▶ [Instructions to follow] Search the data for the string "names" and copy each line in which it appears.

[Saved entries]
• • •

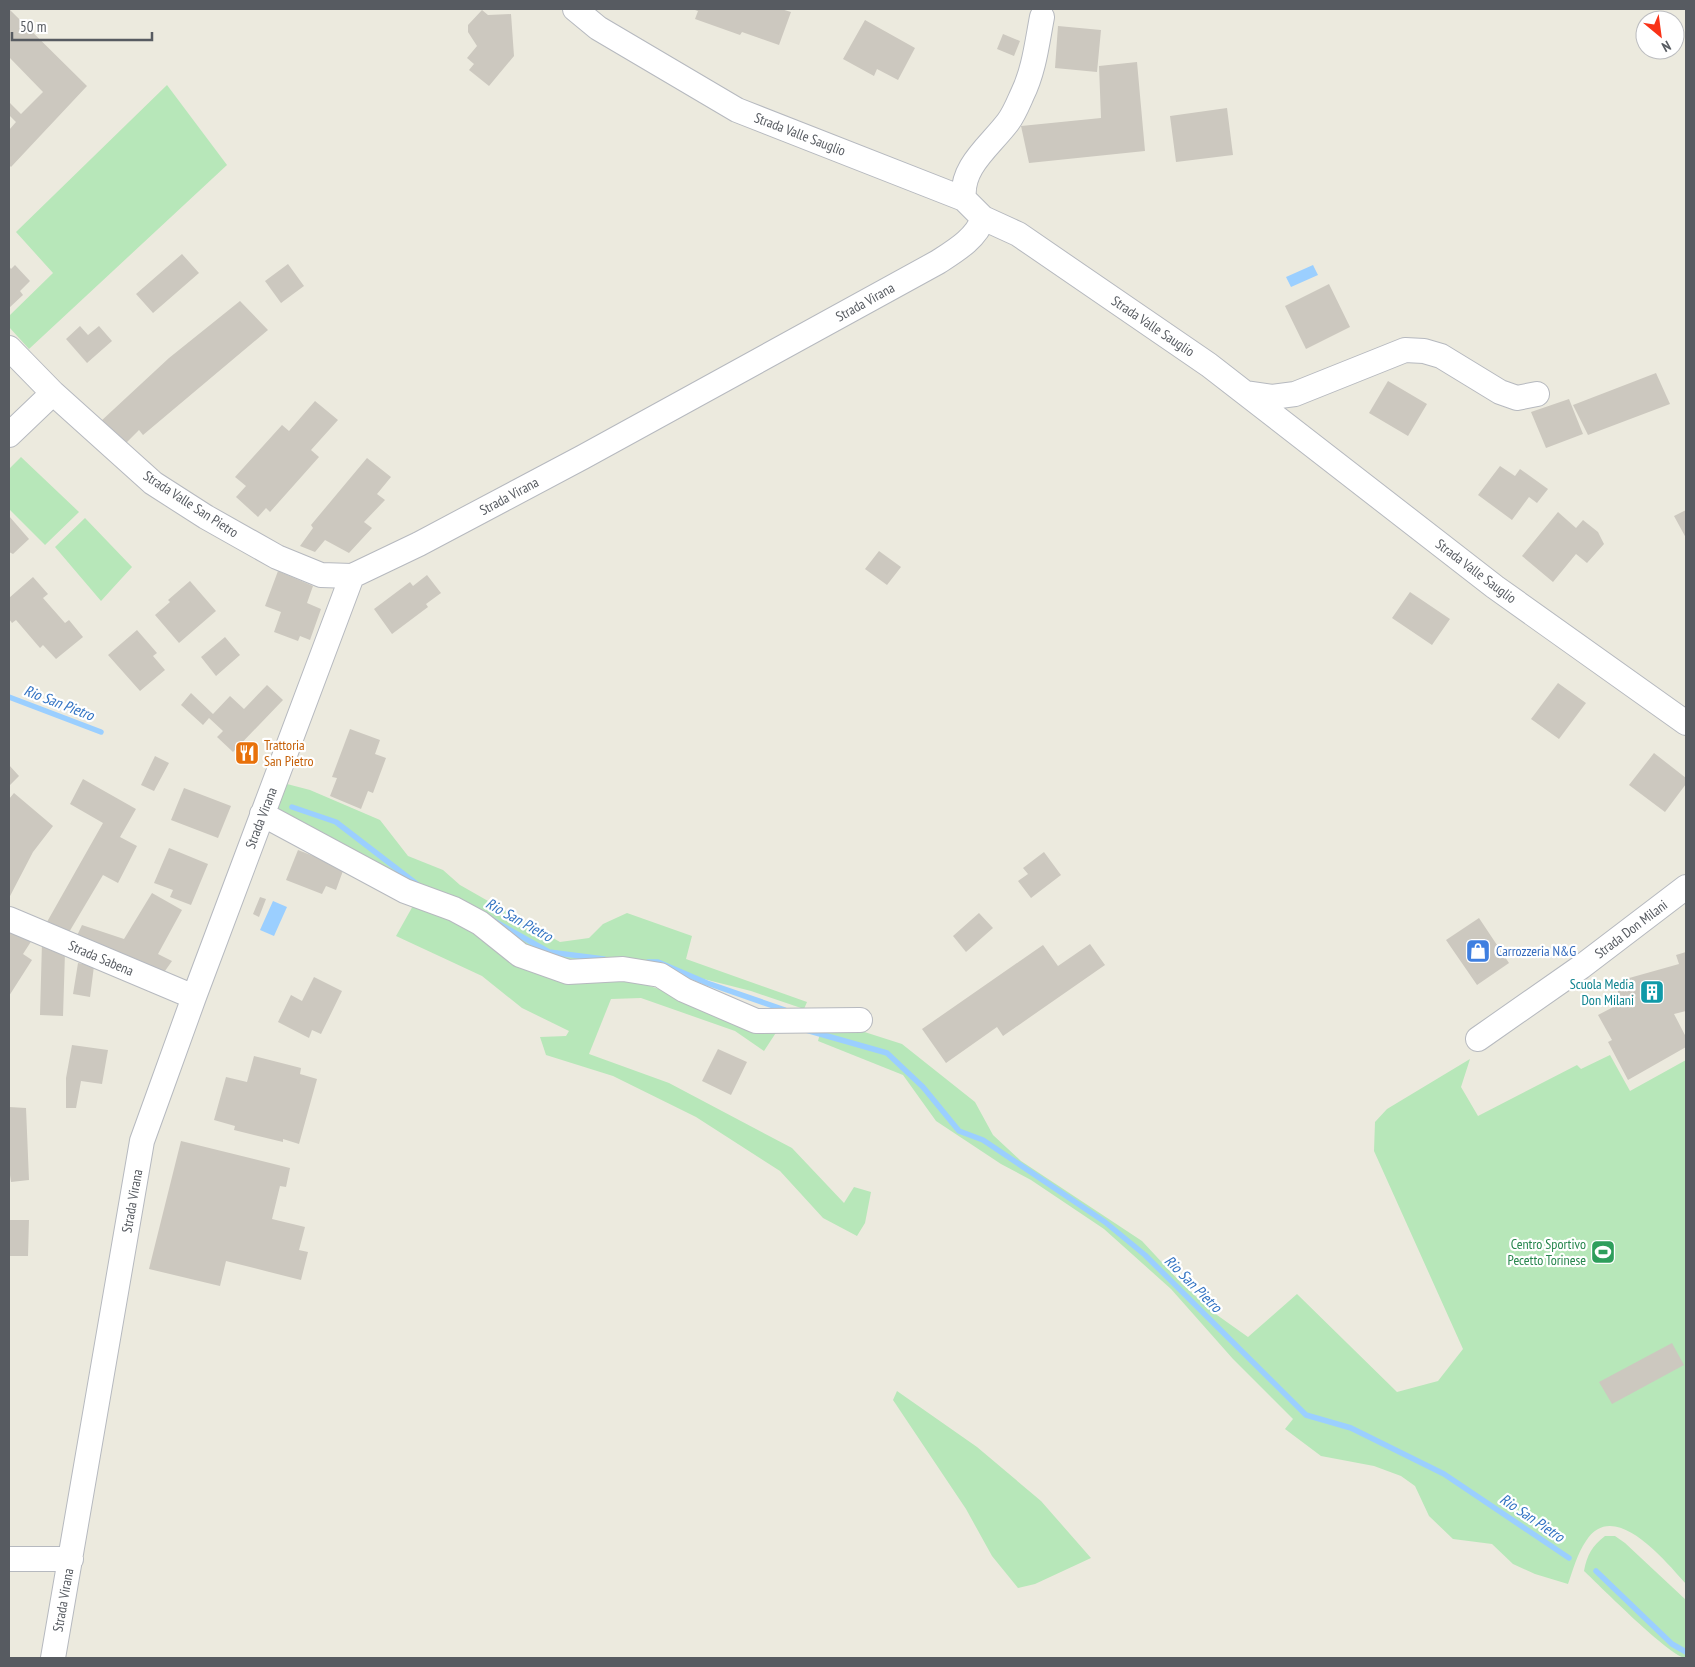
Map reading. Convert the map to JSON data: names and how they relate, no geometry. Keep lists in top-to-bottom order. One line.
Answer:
{"streets":{"street":["Strada Valle Sauglio","Strada Virana","Strada Valle San Pietro","Strada Don Milani","Strada Sabena"]},"crossings":[["Strada Valle Sauglio","Strada Virana"],["Strada Virana","Strada Valle San Pietro"],["Strada Virana","Strada Sabena"]],"water":["Rio San Pietro"],"places":{"restaurant":["Trattoria San Pietro"],"shop":["Carrozzeria N&G"],"building":["Scuola Media Don Milani"],"sports":["Centro Sportivo Pecetto Torinese"]},"scale_bar":"50 m","north":"bottom right"}
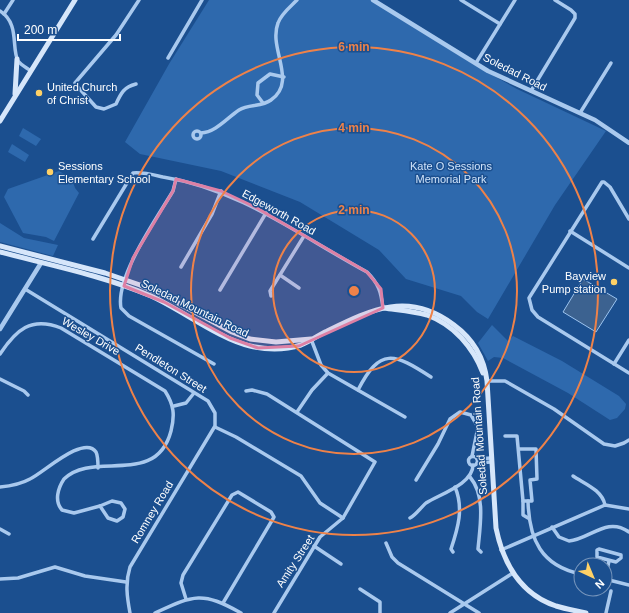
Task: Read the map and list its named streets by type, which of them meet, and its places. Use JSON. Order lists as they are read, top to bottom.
{
  "streets": {
    "main road": ["Soledad Mountain Road"],
    "street": [
      "Soledad Road",
      "Edgeworth Road",
      "Wesley Drive",
      "Pendleton Street",
      "Romney Road",
      "Amity Street"
    ]
  },
  "crossings": [
    ["Edgeworth Road", "Soledad Mountain Road"],
    ["Pendleton Street", "Romney Road"]
  ],
  "parks": ["Kate O Sessions Memorial Park"],
  "places": ["United Church of Christ", "Sessions Elementary School", "Bayview Pump station"],
  "scale_bar": "200 m",
  "north": "bottom right",
  "rings": ["6 min", "4 min", "2 min"]
}
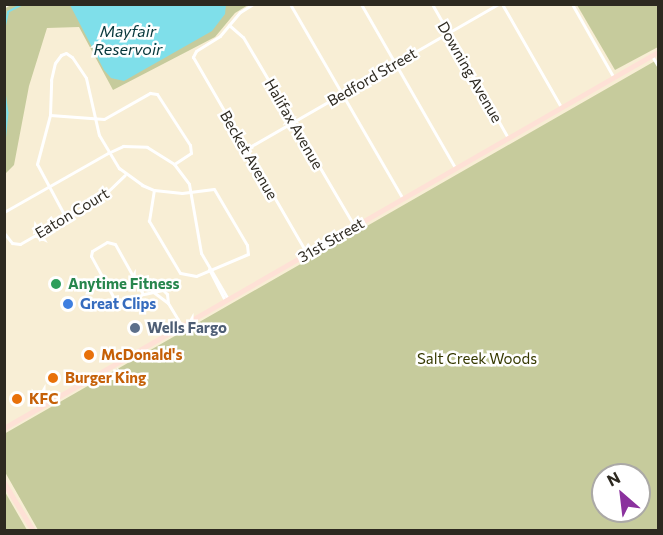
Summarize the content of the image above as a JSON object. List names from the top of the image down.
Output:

• • •

▶ [Task response]
Map reading. Convert the map to JSON data: names and how they relate, no geometry. Keep lists in top-to-bottom order. One line.
Summarize the content of the image above as a JSON object. List names from the top of the image down.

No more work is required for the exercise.